SEA TURTLE

Chelonioidea

Our Sea Turtles Are In Jeopardy!

All along the coast of North Carolina, sea turtles make their nests. There are three kinds of sea turtles that nest on North Carolina beaches - the Green Turtle (threatened), the Leatherback Turtle (endangered), and the Loggerhead Turtle (threatened).


There are five major threats to sea turtles. Fisheries can entangle turtles, destroy their habitat, and cause food web changes. Direct Take is where humans kill turtles and their eggs for food or products which include oil, leather, and shell. Humans also destroy nests by accident. Coastal Development can cause shoreline and seafloor changes as well as increase foot and water traffic. Pollution such as plastics and fishing gear can cause entanglement deaths and chemical pollution can cause weakened immune systems. Lastly, Climate Change causes more frequent extreme weather resulting in a loss of nesting beaches and changes to sea turtle habitat.

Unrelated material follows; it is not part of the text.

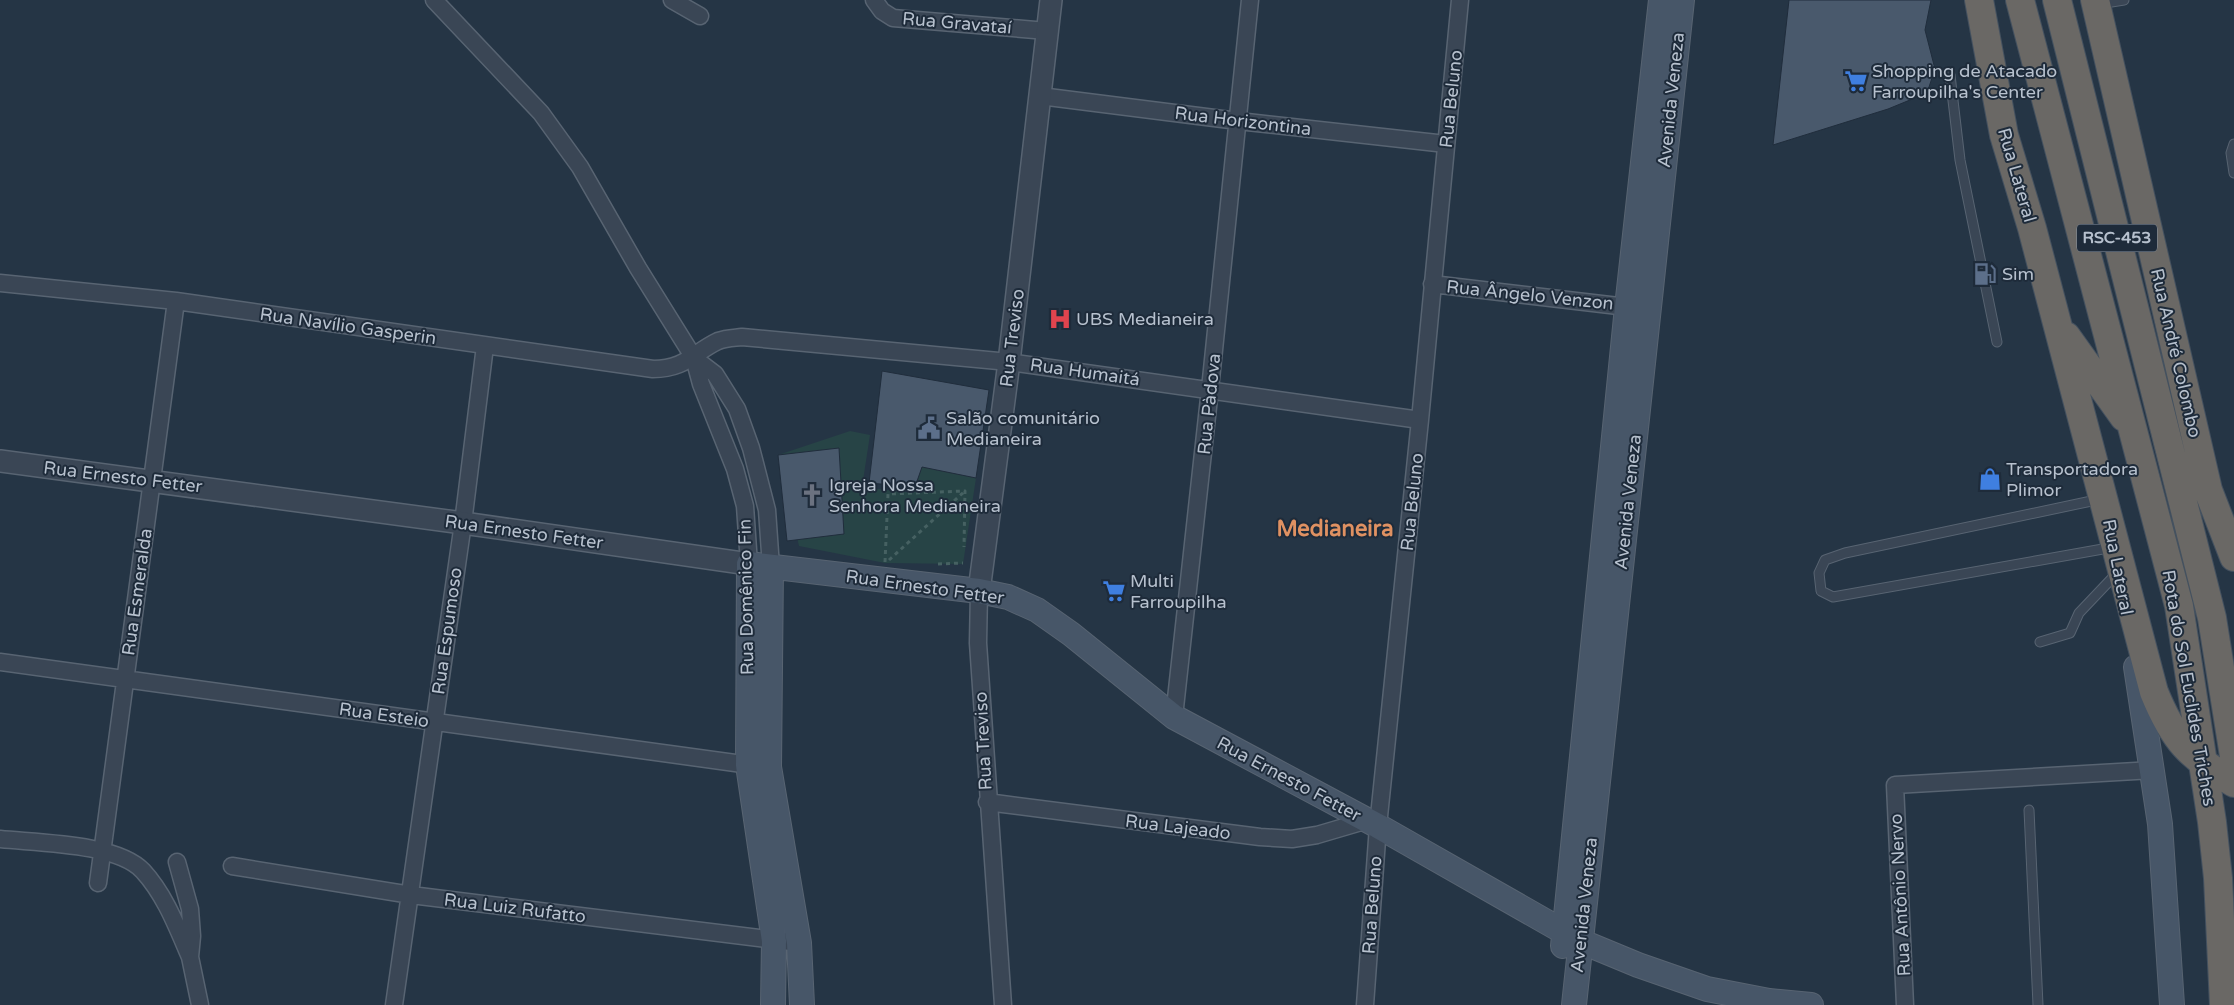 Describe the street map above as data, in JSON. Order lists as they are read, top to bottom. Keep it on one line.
{"streets":{"highway":["Rua Lateral","RSC-453","Rua André Colombo","Rota do Sol Euclides Triches"],"main road":["Avenida Veneza","Rua Ernesto Fetter","Rua Domênico Fin"],"street":["Rua Gravataí","Rua Beluno","Rua Horizontina","Rua Ângelo Venzon","Rua Navílio Gasperin","Rua Treviso","Rua Humaitá","Rua Pàdova","Rua Esmeralda","Rua Espumoso","Rua Esteio","Rua Lajeado","Rua Antônio Nervo","Rua Luiz Rufatto"]},"crossings":[["Rua Gravataí","Rua Treviso"],["Rua Beluno","Rua Horizontina"],["Rua Beluno","Rua Ângelo Venzon"],["Rua Beluno","Rua Humaitá"],["Rua Beluno","Rua Ernesto Fetter"],["Rua Beluno","Rua Lajeado"],["Avenida Veneza","Rua Ângelo Venzon"],["Avenida Veneza","Rua Ernesto Fetter"],["Rua Horizontina","Rua Treviso"],["Rua Horizontina","Rua Pàdova"],["Rua Lateral","Rua Antônio Nervo"],["Rua Navílio Gasperin","Rua Humaitá"],["Rua Navílio Gasperin","Rua Esmeralda"],["Rua Navílio Gasperin","Rua Domênico Fin"],["Rua Navílio Gasperin","Rua Espumoso"],["Rua Treviso","Rua Humaitá"],["Rua Treviso","Rua Ernesto Fetter"],["Rua Treviso","Rua Lajeado"],["Rua Humaitá","Rua Pàdova"],["Rua Humaitá","Rua Domênico Fin"],["Rua Pàdova","Rua Ernesto Fetter"],["Rua Ernesto Fetter","Rua Esmeralda"],["Rua Ernesto Fetter","Rua Domênico Fin"],["Rua Ernesto Fetter","Rua Espumoso"],["Rua Ernesto Fetter","Rua Lajeado"],["Rua Esmeralda","Rua Esteio"],["Rua Domênico Fin","Rua Esteio"],["Rua Domênico Fin","Rua Luiz Rufatto"],["Rua Espumoso","Rua Esteio"],["Rua Espumoso","Rua Luiz Rufatto"]],"districts":["Medianeira"],"places":{"supermarket":["Shopping de Atacado Farroupilha's Center","Multi Farroupilha"],"fuel station":["Sim"],"hospital":["UBS Medianeira"],"public building":["Salão comunitário Medianeira"],"shop":["Transportadora Plimor"],"church":["Igreja Nossa Senhora Medianeira"]}}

You Can Help Save Our Sea Turtles!

The North Carolina Sea Turtle Protection Program and many local volunteers monitor nesting activity. National, state, and local laws, as well as international agreements, have been enacted to eliminate the import, sale, and transport of sea turtles and to protect their habitat but we still need your help. Here is what YOU CAN DO:

  • Minimize beachfront lighting including flashlights on the beach at night and flash photography
  • Remove recreational items from beach daily
  • Do not light beach fires
  • Remove all trash
  • Stay off dunes and do not trample vegetation
  • Leave turtle tracks undisturbed
  • Leave nest markers alone
  • Report an unmarked nest, dead, or hurt sea turtle
  • Stay in channels when boating and avoid seagrass.

Good News!

2015 was a good year for turtles in North Carolina. We had a total of 1296 documented nests of mostly Loggerheads but we also had some Greens, one Kemp's Ridley, and our FIRST EVER Hawksbill nests. Hawksbill Turtles are endangered and though they have been seen off our coast, they rarely if ever nest north of Florida. Cape Hatteras National seashore was host to two Hawksbill nests by the same female (DNA tests confirmed). Unfortunately, one of the nests was destroyed by a storm but the other hatched 63 hatchlings. Let's hope 2016 brings more of the same!